__WHAT IS BEING ASKED__: Every entry that follows must be written out exactly, apart from its pictures.

[Collected data entries]
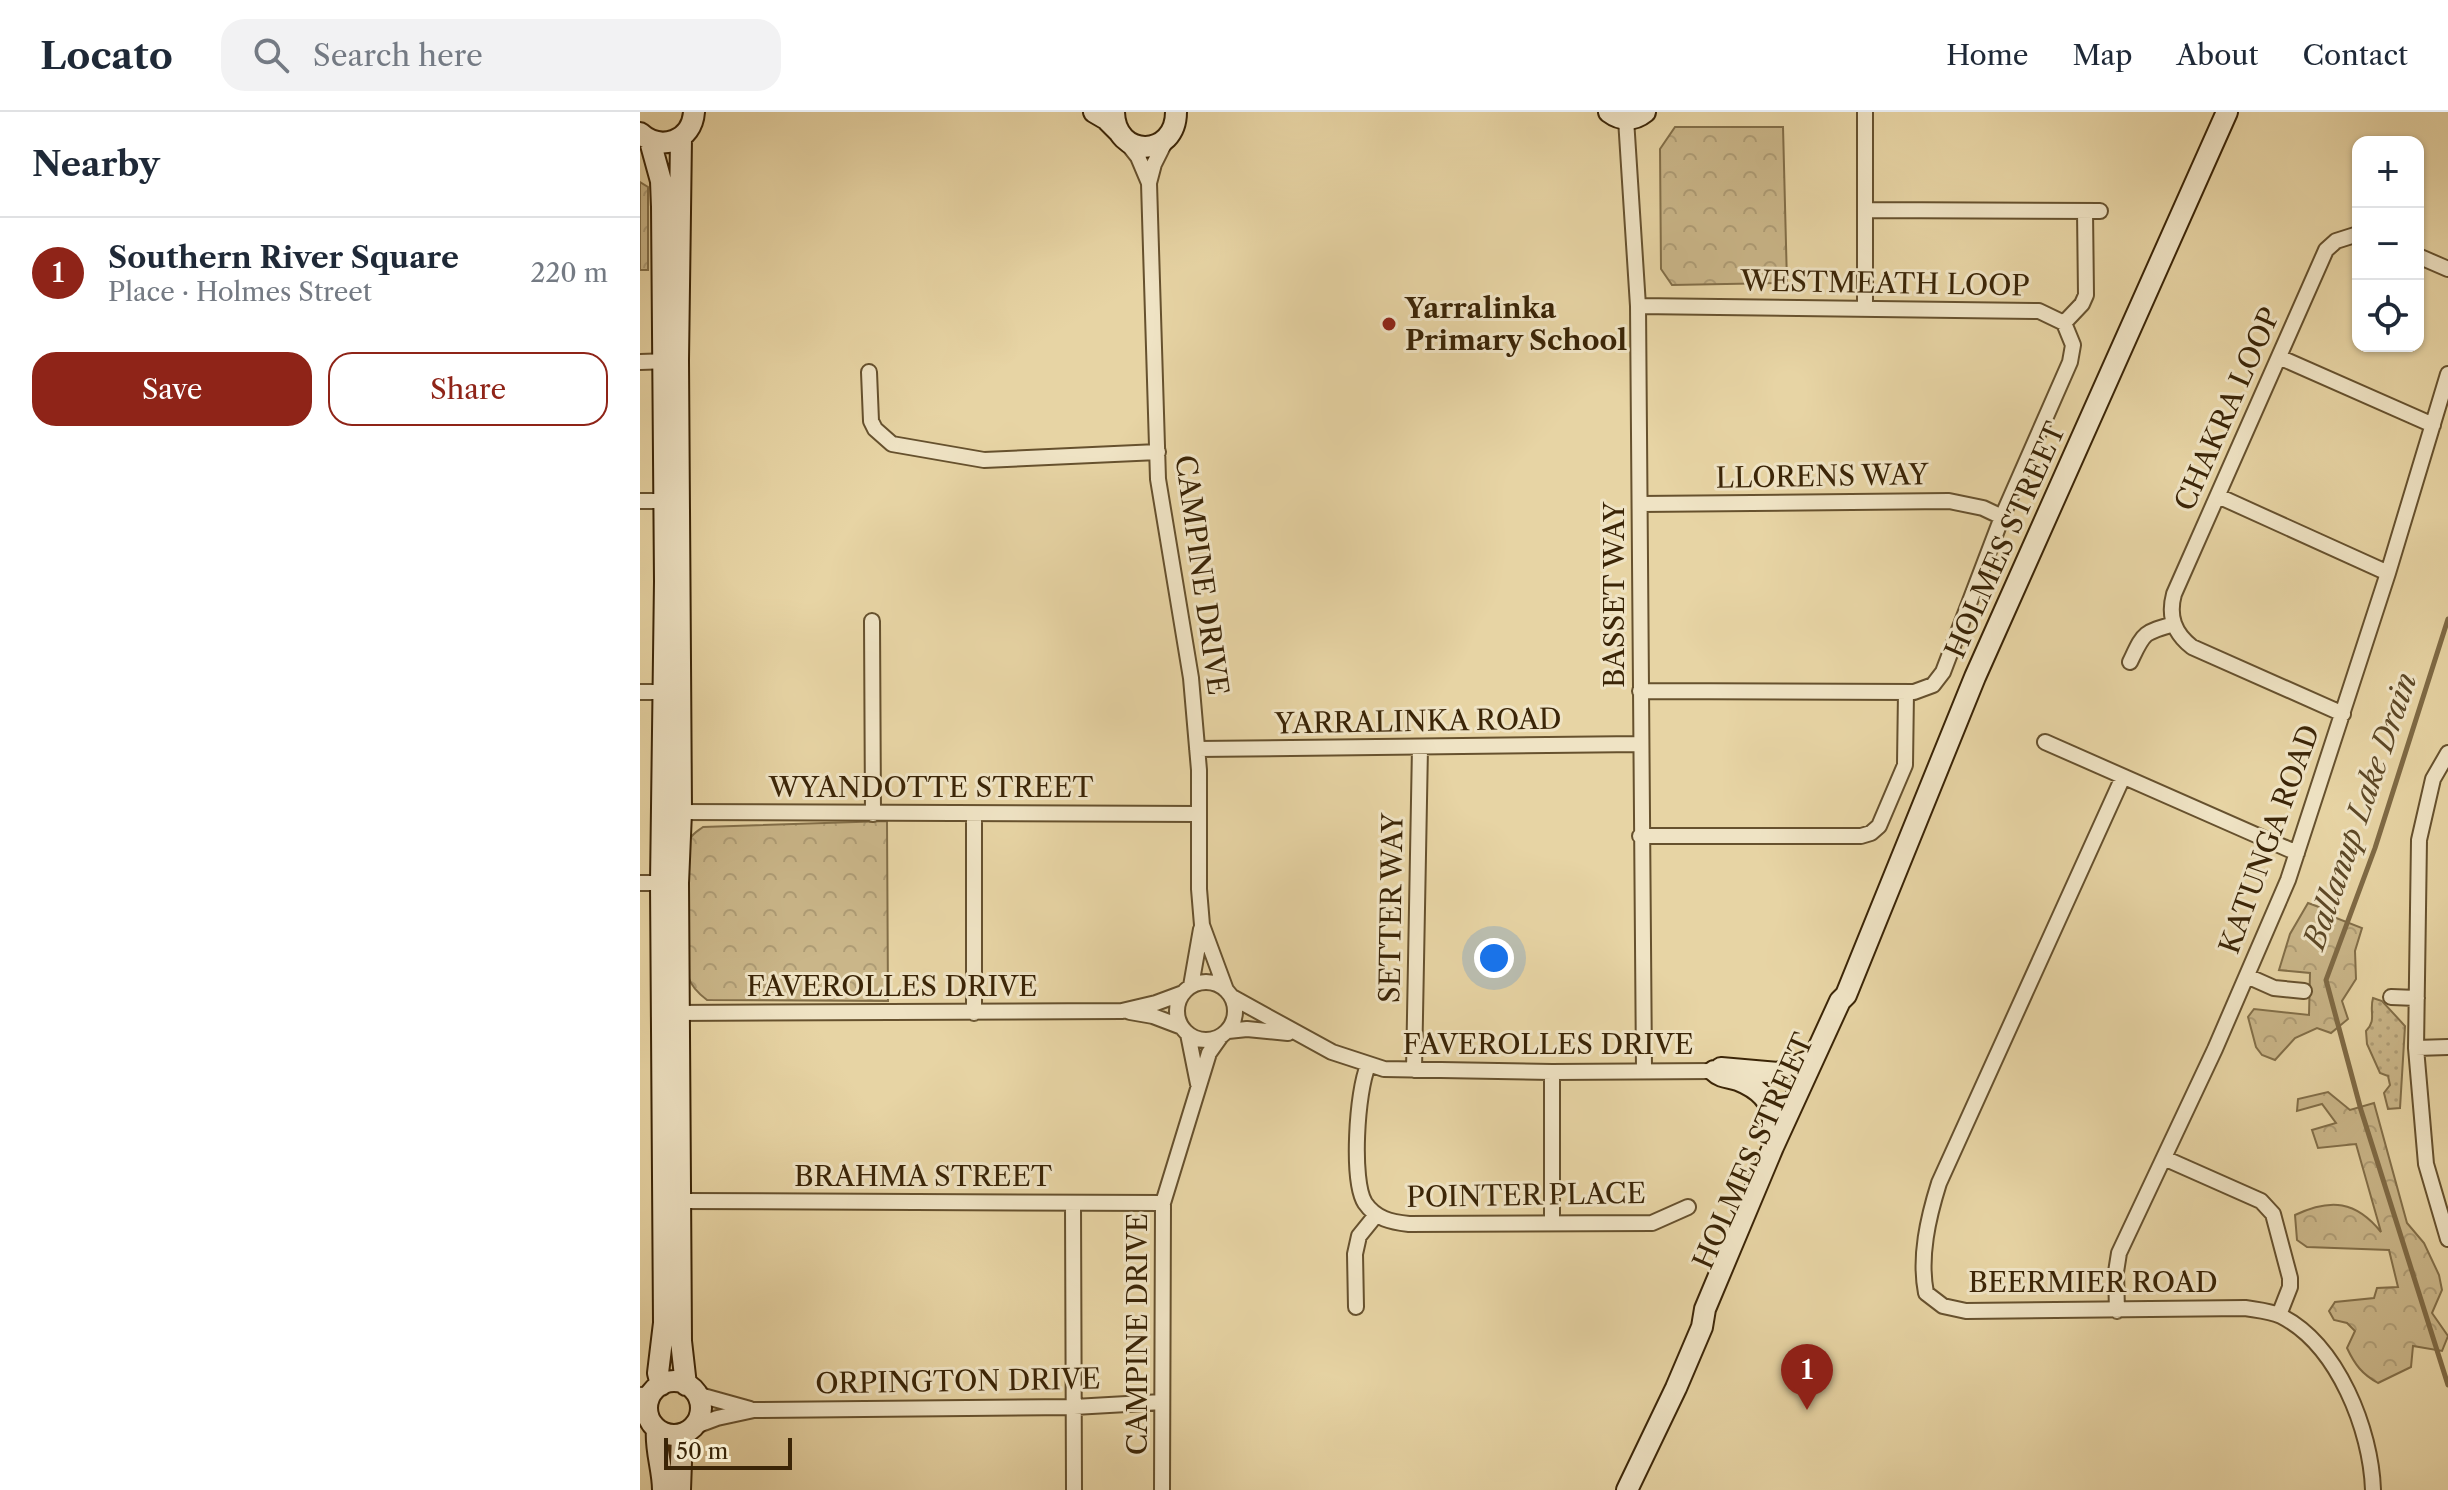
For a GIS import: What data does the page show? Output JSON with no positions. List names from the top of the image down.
{
  "streets": {
    "street": [
      "WESTMEATH LOOP",
      "CHAKRA LOOP",
      "LLORENS WAY",
      "HOLMES STREET",
      "CAMPINE DRIVE",
      "BASSET WAY",
      "YARRALINKA ROAD",
      "WYANDOTTE STREET",
      "KATUNGA ROAD",
      "SETTER WAY",
      "FAVEROLLES DRIVE",
      "BRAHMA STREET",
      "POINTER PLACE",
      "BEERMIER ROAD",
      "ORPINGTON DRIVE"
    ]
  },
  "crossings": [
    ["WESTMEATH LOOP", "LLORENS WAY"],
    ["WESTMEATH LOOP", "BASSET WAY"],
    ["LLORENS WAY", "BASSET WAY"],
    ["CAMPINE DRIVE", "YARRALINKA ROAD"],
    ["CAMPINE DRIVE", "WYANDOTTE STREET"],
    ["CAMPINE DRIVE", "FAVEROLLES DRIVE"],
    ["CAMPINE DRIVE", "BRAHMA STREET"],
    ["CAMPINE DRIVE", "ORPINGTON DRIVE"],
    ["BASSET WAY", "YARRALINKA ROAD"],
    ["BASSET WAY", "FAVEROLLES DRIVE"],
    ["YARRALINKA ROAD", "SETTER WAY"],
    ["KATUNGA ROAD", "BEERMIER ROAD"],
    ["SETTER WAY", "FAVEROLLES DRIVE"],
    ["FAVEROLLES DRIVE", "POINTER PLACE"]
  ],
  "water": ["Ballanup Lake Drain"],
  "places": ["Yarralinka Primary School"],
  "scale_bar": "50 m",
  "page": {
    "header": "Locato",
    "search": "Search here",
    "nav": [
      "Home",
      "Map",
      "About",
      "Contact"
    ],
    "heading": "Nearby",
    "map_buttons": ["+", "−"],
    "list": [
      {
        "mark": "1",
        "name": "Southern River Square",
        "note": "Place · Holmes Street",
        "value": "220 m"
      }
    ],
    "buttons": ["Save", "Share"],
    "pins": "1",
    "scale": "50 m"
  }
}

__COMPLETED TASK__:
For a GIS import: What data does the page show? Output JSON with no positions. List names from the top of the image down.
{
  "streets": {
    "street": [
      "WESTMEATH LOOP",
      "CHAKRA LOOP",
      "LLORENS WAY",
      "HOLMES STREET",
      "CAMPINE DRIVE",
      "BASSET WAY",
      "YARRALINKA ROAD",
      "WYANDOTTE STREET",
      "KATUNGA ROAD",
      "SETTER WAY",
      "FAVEROLLES DRIVE",
      "BRAHMA STREET",
      "POINTER PLACE",
      "BEERMIER ROAD",
      "ORPINGTON DRIVE"
    ]
  },
  "crossings": [
    ["WESTMEATH LOOP", "LLORENS WAY"],
    ["WESTMEATH LOOP", "BASSET WAY"],
    ["LLORENS WAY", "BASSET WAY"],
    ["CAMPINE DRIVE", "YARRALINKA ROAD"],
    ["CAMPINE DRIVE", "WYANDOTTE STREET"],
    ["CAMPINE DRIVE", "FAVEROLLES DRIVE"],
    ["CAMPINE DRIVE", "BRAHMA STREET"],
    ["CAMPINE DRIVE", "ORPINGTON DRIVE"],
    ["BASSET WAY", "YARRALINKA ROAD"],
    ["BASSET WAY", "FAVEROLLES DRIVE"],
    ["YARRALINKA ROAD", "SETTER WAY"],
    ["KATUNGA ROAD", "BEERMIER ROAD"],
    ["SETTER WAY", "FAVEROLLES DRIVE"],
    ["FAVEROLLES DRIVE", "POINTER PLACE"]
  ],
  "water": ["Ballanup Lake Drain"],
  "places": ["Yarralinka Primary School"],
  "scale_bar": "50 m",
  "page": {
    "header": "Locato",
    "search": "Search here",
    "nav": [
      "Home",
      "Map",
      "About",
      "Contact"
    ],
    "heading": "Nearby",
    "map_buttons": ["+", "−"],
    "list": [
      {
        "mark": "1",
        "name": "Southern River Square",
        "note": "Place · Holmes Street",
        "value": "220 m"
      }
    ],
    "buttons": ["Save", "Share"],
    "pins": "1",
    "scale": "50 m"
  }
}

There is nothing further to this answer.